DATASET CONTENT:
_____
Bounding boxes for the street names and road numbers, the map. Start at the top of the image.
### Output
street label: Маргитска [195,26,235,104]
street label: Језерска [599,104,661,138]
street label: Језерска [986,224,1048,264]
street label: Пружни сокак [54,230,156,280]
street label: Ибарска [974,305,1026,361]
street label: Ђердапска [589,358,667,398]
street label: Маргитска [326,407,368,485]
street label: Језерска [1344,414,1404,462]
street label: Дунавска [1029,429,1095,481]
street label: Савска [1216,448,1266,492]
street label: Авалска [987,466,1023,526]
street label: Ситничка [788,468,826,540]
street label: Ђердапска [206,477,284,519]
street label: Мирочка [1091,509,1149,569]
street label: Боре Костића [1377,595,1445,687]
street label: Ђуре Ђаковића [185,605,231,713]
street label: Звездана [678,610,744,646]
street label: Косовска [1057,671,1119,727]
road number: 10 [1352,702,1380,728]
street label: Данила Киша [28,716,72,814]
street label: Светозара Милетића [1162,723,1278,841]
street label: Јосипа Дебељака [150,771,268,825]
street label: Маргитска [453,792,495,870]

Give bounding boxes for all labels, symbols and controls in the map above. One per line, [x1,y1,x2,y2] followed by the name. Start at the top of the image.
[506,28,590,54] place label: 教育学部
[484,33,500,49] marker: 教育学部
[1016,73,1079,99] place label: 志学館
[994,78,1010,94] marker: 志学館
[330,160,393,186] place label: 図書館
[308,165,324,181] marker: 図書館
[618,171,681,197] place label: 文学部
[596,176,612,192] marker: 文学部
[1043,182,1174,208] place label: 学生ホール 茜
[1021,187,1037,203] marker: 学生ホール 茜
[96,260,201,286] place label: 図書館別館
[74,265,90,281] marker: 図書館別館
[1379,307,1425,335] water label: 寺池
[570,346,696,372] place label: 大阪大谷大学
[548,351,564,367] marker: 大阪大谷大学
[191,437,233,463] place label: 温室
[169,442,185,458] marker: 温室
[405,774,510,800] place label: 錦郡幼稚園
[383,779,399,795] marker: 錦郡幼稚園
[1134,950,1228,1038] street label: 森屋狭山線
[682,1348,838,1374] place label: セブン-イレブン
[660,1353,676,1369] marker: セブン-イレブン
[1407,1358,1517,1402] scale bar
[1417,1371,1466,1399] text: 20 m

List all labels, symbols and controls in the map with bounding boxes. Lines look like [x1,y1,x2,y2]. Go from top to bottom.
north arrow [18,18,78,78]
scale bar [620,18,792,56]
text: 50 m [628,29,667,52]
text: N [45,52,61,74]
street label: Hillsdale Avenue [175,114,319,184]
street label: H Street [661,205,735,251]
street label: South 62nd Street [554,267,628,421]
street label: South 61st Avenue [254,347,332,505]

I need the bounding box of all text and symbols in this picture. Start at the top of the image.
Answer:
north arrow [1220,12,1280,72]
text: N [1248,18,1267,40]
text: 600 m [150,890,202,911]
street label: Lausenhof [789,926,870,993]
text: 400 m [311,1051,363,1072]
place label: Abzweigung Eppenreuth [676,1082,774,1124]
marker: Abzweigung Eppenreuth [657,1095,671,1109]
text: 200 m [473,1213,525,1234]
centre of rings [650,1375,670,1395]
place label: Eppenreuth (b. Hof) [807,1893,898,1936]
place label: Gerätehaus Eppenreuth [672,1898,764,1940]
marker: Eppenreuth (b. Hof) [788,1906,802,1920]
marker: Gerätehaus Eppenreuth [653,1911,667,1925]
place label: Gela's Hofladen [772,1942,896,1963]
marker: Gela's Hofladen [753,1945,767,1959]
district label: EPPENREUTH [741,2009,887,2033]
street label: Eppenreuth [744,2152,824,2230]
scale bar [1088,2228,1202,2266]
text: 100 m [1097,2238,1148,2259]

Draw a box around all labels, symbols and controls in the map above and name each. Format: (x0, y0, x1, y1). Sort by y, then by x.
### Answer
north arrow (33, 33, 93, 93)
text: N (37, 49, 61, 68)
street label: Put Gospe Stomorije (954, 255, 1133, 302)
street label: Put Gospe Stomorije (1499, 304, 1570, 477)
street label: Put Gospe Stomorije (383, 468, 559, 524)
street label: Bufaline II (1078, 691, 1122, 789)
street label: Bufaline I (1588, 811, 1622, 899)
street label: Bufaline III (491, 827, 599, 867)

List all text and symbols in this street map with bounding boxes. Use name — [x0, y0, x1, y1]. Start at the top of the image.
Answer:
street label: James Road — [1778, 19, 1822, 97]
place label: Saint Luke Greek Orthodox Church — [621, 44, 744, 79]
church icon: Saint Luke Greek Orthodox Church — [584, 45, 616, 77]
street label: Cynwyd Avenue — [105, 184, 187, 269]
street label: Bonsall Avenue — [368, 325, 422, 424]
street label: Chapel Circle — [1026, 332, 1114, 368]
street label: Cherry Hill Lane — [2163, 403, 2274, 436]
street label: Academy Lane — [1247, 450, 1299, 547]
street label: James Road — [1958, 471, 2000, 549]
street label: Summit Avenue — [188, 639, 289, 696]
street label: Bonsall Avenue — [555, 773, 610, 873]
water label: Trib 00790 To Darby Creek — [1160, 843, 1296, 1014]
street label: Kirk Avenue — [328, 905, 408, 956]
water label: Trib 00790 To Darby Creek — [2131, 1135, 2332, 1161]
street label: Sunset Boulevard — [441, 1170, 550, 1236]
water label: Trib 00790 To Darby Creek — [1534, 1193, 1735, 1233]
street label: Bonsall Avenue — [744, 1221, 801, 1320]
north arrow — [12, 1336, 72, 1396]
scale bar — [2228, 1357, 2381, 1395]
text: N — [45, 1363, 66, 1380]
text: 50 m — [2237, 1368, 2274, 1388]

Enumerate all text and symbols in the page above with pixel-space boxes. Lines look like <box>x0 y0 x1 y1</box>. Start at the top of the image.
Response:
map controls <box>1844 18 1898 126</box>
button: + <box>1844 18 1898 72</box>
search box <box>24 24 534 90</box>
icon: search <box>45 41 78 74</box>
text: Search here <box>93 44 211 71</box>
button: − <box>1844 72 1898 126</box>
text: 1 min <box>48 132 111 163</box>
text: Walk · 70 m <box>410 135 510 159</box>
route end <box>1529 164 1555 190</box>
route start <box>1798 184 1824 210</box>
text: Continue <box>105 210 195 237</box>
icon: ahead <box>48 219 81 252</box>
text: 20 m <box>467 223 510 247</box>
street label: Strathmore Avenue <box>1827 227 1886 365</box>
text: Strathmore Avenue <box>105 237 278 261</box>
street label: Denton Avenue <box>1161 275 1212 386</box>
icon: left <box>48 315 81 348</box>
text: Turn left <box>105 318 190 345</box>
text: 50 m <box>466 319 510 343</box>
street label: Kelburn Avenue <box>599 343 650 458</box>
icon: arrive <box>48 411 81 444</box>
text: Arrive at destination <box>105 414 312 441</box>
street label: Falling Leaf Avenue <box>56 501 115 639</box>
_____
TASK INSTRUCTIONS:
Retrieve all lines from the data that contain the string "this".

WRITTEN ANSWER:
I need the bounding box of all text and symbols in this picture. Start at the top of the image.
List all text and symbols in this street map with bounding boxes. Use name — [x0, y0, x1, y1]. Start at the top of the image.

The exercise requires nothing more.